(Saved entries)
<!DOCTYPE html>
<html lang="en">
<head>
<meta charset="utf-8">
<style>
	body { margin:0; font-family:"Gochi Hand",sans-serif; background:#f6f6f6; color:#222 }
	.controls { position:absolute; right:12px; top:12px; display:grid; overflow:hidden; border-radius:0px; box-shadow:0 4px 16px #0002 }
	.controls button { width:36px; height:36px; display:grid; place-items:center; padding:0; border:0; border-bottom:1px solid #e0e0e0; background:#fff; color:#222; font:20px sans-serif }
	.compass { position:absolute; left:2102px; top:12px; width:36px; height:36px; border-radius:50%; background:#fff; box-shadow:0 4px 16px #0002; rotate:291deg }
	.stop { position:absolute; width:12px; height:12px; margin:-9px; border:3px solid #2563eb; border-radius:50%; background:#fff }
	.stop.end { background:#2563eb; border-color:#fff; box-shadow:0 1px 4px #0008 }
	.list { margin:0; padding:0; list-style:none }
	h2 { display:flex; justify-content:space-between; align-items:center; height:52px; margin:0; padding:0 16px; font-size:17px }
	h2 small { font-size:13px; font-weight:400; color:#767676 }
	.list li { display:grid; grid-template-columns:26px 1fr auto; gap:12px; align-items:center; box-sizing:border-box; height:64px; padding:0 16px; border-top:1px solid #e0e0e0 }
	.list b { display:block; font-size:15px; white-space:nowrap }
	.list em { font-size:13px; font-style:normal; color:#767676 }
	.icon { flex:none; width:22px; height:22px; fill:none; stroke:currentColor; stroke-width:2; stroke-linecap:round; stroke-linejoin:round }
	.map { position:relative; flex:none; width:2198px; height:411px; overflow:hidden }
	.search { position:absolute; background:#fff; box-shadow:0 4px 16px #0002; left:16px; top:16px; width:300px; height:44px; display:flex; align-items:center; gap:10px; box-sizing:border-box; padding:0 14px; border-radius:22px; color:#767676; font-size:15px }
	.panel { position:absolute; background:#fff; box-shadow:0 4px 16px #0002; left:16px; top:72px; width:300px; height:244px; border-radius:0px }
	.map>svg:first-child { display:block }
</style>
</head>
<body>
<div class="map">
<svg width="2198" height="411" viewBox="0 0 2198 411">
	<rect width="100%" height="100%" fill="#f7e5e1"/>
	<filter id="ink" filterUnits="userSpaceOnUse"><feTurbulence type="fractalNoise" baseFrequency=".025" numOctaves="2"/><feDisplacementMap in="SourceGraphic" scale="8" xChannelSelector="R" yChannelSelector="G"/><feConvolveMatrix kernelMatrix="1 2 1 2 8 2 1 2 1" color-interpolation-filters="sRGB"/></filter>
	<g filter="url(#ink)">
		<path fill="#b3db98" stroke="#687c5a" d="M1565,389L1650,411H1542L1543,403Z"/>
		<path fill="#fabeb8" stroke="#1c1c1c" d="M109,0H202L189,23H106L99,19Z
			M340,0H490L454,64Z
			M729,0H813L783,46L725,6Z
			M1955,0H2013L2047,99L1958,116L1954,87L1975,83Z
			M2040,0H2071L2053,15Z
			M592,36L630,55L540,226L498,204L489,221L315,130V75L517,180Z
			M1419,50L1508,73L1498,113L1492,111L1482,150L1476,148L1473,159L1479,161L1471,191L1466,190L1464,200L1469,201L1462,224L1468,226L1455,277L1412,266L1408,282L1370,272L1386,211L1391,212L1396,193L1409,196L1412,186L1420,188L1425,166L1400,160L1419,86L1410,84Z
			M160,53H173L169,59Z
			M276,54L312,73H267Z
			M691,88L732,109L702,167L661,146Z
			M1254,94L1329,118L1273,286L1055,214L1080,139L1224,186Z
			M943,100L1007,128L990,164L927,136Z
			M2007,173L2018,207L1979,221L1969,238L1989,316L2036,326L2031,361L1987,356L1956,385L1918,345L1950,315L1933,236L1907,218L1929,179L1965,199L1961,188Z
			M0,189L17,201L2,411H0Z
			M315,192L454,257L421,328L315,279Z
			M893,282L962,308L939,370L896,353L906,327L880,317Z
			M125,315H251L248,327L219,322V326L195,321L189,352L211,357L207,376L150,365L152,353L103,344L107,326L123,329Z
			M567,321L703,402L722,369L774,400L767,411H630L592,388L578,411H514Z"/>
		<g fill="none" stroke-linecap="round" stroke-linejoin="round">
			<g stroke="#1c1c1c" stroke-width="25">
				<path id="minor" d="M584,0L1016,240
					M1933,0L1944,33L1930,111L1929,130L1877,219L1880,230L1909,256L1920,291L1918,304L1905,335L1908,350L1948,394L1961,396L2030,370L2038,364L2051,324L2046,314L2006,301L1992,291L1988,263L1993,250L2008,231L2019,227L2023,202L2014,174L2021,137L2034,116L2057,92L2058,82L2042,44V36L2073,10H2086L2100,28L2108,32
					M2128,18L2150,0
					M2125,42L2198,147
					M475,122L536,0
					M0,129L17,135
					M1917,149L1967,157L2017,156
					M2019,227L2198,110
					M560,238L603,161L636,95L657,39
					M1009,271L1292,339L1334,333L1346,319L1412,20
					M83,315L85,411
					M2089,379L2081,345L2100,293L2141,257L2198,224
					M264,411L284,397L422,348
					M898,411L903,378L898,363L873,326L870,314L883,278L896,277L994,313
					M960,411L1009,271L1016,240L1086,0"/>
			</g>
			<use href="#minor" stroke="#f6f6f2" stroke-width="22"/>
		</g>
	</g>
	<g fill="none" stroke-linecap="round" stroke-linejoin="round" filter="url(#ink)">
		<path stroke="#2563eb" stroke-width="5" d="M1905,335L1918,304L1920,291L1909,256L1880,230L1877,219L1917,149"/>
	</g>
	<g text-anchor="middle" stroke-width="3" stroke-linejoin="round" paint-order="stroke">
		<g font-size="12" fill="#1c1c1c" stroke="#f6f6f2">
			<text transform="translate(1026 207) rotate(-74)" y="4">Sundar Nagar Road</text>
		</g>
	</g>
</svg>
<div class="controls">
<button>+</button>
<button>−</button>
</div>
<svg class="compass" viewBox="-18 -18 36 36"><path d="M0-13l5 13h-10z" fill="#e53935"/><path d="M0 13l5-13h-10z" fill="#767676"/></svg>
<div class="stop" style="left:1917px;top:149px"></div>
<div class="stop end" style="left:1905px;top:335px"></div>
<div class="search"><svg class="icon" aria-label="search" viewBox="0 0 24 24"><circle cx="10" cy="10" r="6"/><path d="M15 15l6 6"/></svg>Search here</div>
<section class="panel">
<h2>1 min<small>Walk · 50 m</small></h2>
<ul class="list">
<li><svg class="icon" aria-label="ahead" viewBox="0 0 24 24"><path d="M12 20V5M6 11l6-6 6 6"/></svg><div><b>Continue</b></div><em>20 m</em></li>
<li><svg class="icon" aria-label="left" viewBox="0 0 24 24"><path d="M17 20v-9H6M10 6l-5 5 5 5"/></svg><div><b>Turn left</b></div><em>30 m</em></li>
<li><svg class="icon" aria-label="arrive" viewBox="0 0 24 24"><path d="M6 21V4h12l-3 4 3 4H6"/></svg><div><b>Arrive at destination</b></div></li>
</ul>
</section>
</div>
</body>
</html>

*Action item:*
Repeat every line of the data word for word until you have repeated the line that contains "margin:0; padding:0; list-style:none", which is the last one to include.

*Result:*
<!DOCTYPE html>
<html lang="en">
<head>
<meta charset="utf-8">
<style>
	body { margin:0; font-family:"Gochi Hand",sans-serif; background:#f6f6f6; color:#222 }
	.controls { position:absolute; right:12px; top:12px; display:grid; overflow:hidden; border-radius:0px; box-shadow:0 4px 16px #0002 }
	.controls button { width:36px; height:36px; display:grid; place-items:center; padding:0; border:0; border-bottom:1px solid #e0e0e0; background:#fff; color:#222; font:20px sans-serif }
	.compass { position:absolute; left:2102px; top:12px; width:36px; height:36px; border-radius:50%; background:#fff; box-shadow:0 4px 16px #0002; rotate:291deg }
	.stop { position:absolute; width:12px; height:12px; margin:-9px; border:3px solid #2563eb; border-radius:50%; background:#fff }
	.stop.end { background:#2563eb; border-color:#fff; box-shadow:0 1px 4px #0008 }
	.list { margin:0; padding:0; list-style:none }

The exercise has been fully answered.